La prima settimana è stata orribile, ero fuori forma tanto da essere
profondamente imbarazzato di saltellare per il salotto davanti agli
altri sentendomi poco più di una larva. Poi la seconda devo dire di
aver migliorato giorno per giorno ed ora riesco a seguire quasi
completamente i video senza prendermi troppe pause.
L'allenamento di per se non è niente di speciale, sono esercizi a
corpo libero molto semplici da imparare combinati in un modo e con una
velocità tali da fare un lavoro cardio veramente molto efficace.

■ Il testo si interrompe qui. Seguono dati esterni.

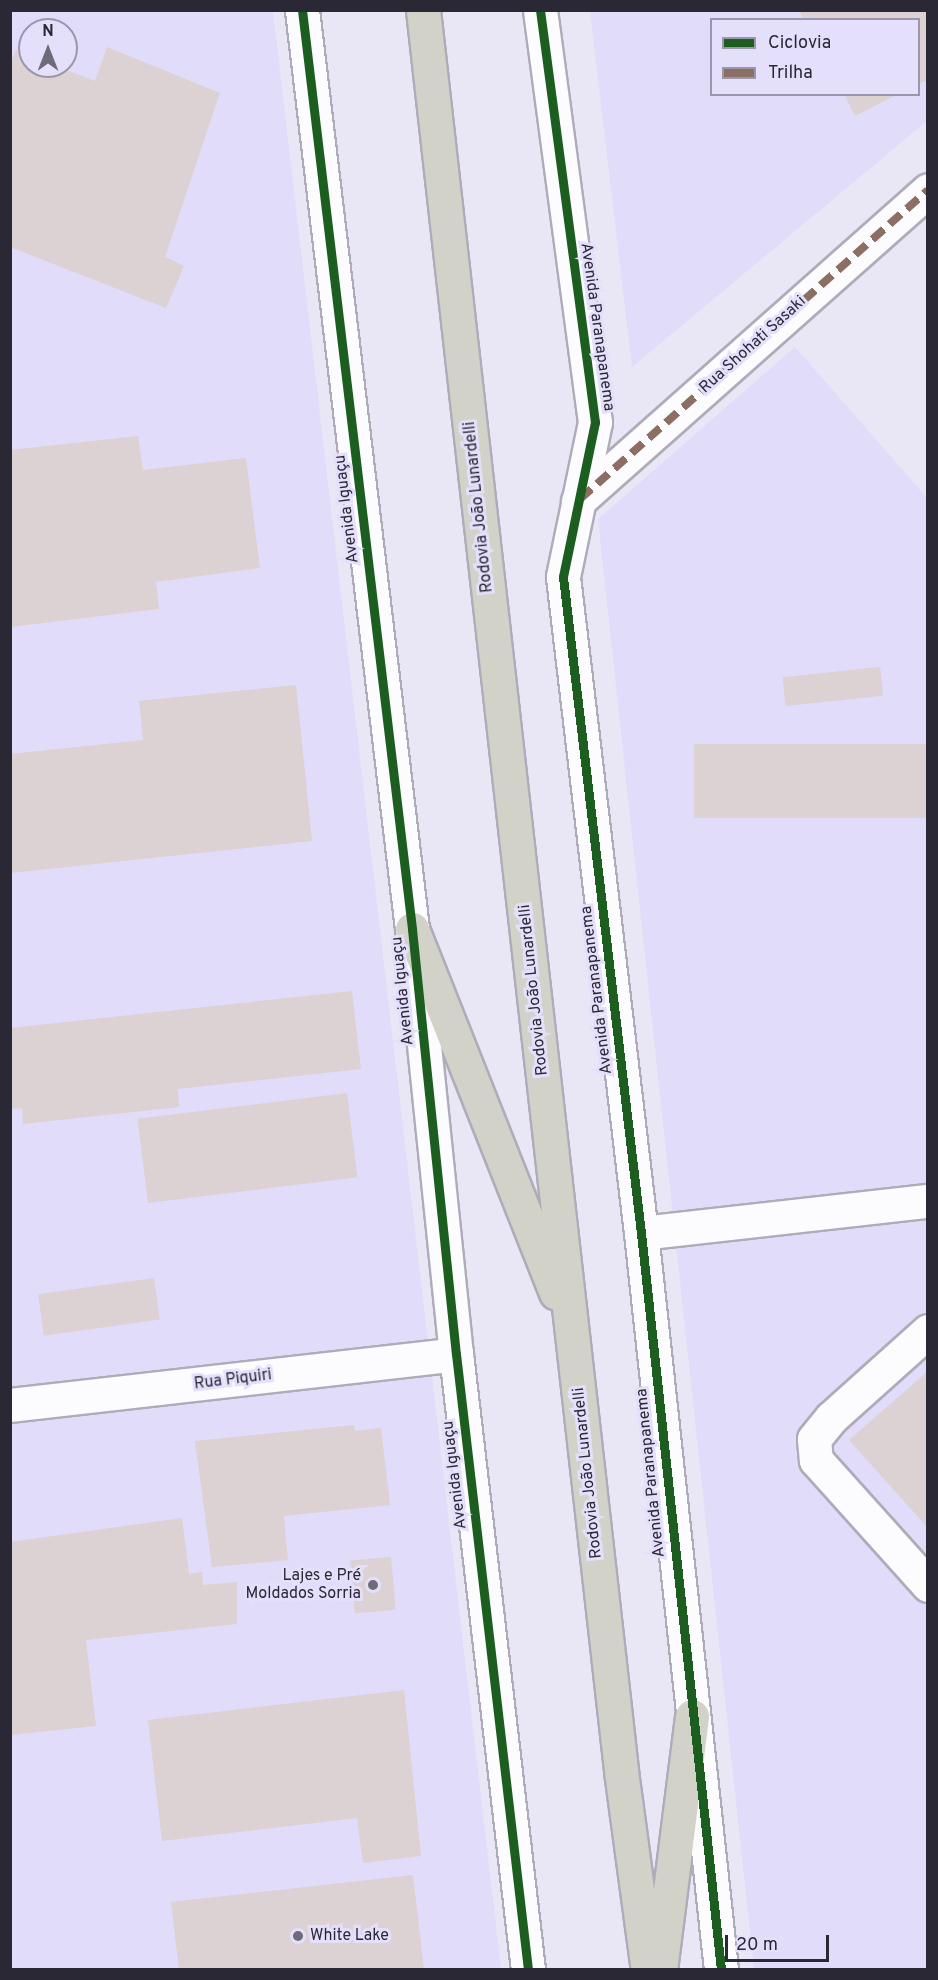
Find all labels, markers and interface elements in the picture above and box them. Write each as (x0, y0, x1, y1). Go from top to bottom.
north arrow (18, 18, 78, 78)
legend (710, 18, 920, 96)
text: N (42, 22, 54, 42)
text: Ciclovia (768, 32, 831, 55)
text: Trilha (768, 62, 813, 85)
street label: Avenida Paranapanema (576, 242, 618, 412)
street label: Rua Shohati Sasaki (696, 292, 810, 398)
street label: Rodovia João Lunardelli (460, 420, 498, 594)
street label: Avenida Iguaçu (331, 454, 363, 564)
street label: Rodovia João Lunardelli (515, 903, 553, 1077)
street label: Avenida Paranapanema (577, 905, 617, 1075)
street label: Avenida Iguaçu (388, 936, 418, 1046)
street label: Rua Piquiri (193, 1366, 273, 1394)
street label: Rodovia João Lunardelli (569, 1386, 607, 1560)
street label: Avenida Paranapanema (633, 1388, 669, 1558)
street label: Avenida Iguaçu (439, 1420, 471, 1530)
place label: Lajes e Pré Moldados Sorria (245, 1566, 361, 1604)
marker: Lajes e Pré Moldados Sorria (366, 1578, 380, 1592)
scale bar (728, 1923, 832, 1961)
place label: White Lake (310, 1926, 389, 1946)
marker: White Lake (291, 1929, 305, 1943)
text: 20 m (736, 1934, 778, 1957)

L'innovazione vera e propria di questo allenamento sta nel nome
"Insanity". Il mezzo per raggiungere risultati con questo allenamento
è quello di impazzire, di non credere alla propria mente, di forzarla
ad andare oltre, di convincersi di essere in grado di andare avanti,
ogni qualvolta si presenti la necessità di rallentare o fermarsi
perchè manca il fiato o perchè nei salti le gambe non salgono (e
succede più o meno ogni 5 minuti durante l'allenamento) occorre
credere che invece è solo la nostra testa che ci supplica di fermarci,
di gettare la spugna e cedere. E non basta stringere i denti e
continuare con il pilota automatico e la mente distratta da un'altra
parte. Troppo semplice e c'è il rischio di storte o peggio, di
lavorare male con le ginocchia. Occorre eseguire tutti gli esercizi
concentrati su ogni singolo movimento, presenti a se stessi, in modo
da lavorare correttamente e con costanza arrivare ai risultati.
E quando arrivano ci si sente vincenti e più forti.

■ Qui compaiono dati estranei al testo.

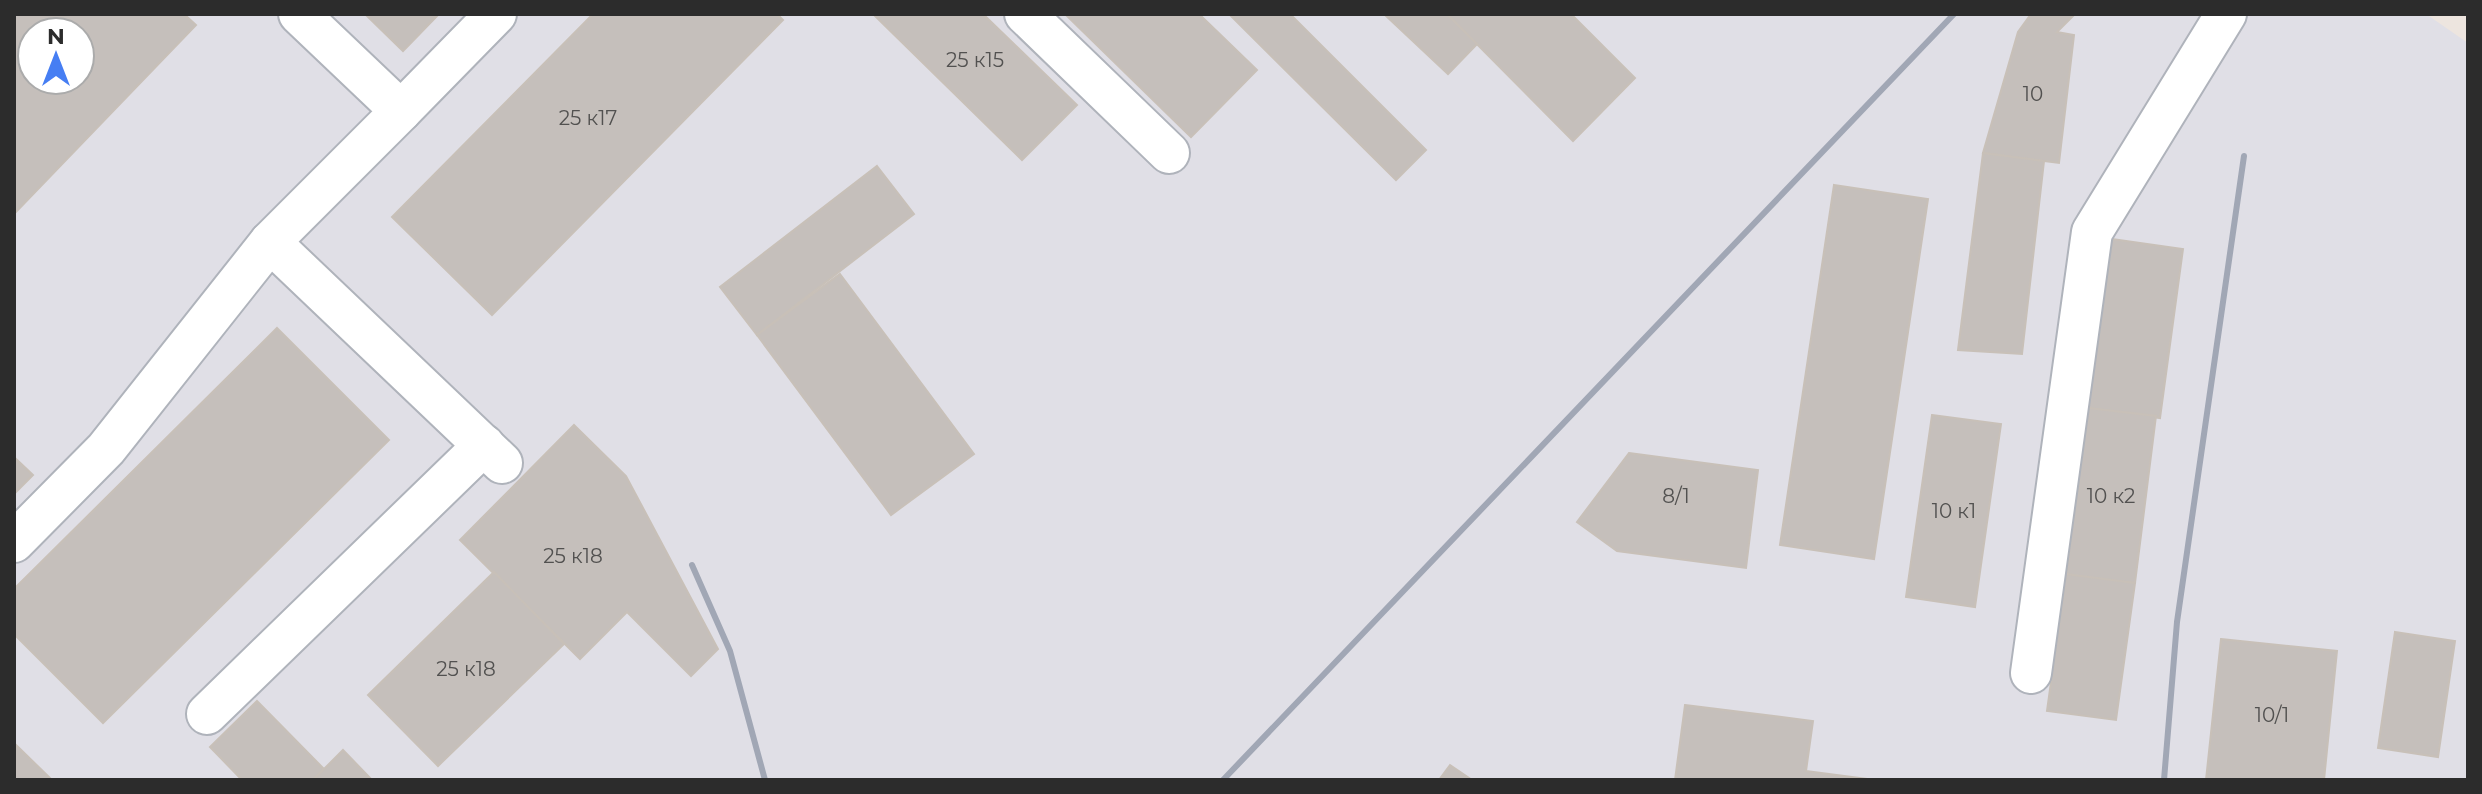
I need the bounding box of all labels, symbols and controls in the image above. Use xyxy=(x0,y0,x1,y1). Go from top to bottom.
north arrow xyxy=(16,16,96,96)
text: N xyxy=(47,23,65,50)
house number: 25 к15 xyxy=(946,48,1004,72)
house number: 10 xyxy=(2023,82,2043,106)
house number: 25 к17 xyxy=(559,106,617,130)
house number: 8/1 xyxy=(1662,484,1690,508)
house number: 10 к2 xyxy=(2087,484,2135,508)
house number: 10 к1 xyxy=(1932,499,1976,523)
house number: 25 к18 xyxy=(543,544,603,568)
house number: 25 к18 xyxy=(436,657,496,681)
house number: 10/1 xyxy=(2255,703,2289,727)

Non credere alla propria mente e prevalerla. Bella metafora.
Oggi riflettevo sulla possibilità che il professore decida di
abbandonarmi e di snobbare il mio lavoro dandomi semplicemente degli
input inutili giusto per farmi andare avanti zitto per una strada
random. Sul fatto che dopo un brevissimo sondaggio tra tutte le
persone che conosco qui a Blacksburg è risultato che tra un mese
tutti, senza eccezione tutti, partiranno per tornare alle proprie
case, qualcuno fino all'estate, qualcuno per sempre, e che rimarró
completamente da solo qui a casa e all'università in generale, poichè
quasi tutto il campus farà lo stesso. Su quanto mi manca casa,
l'Italia, l'abbraccio degli amici, la pizza, la mia cultura.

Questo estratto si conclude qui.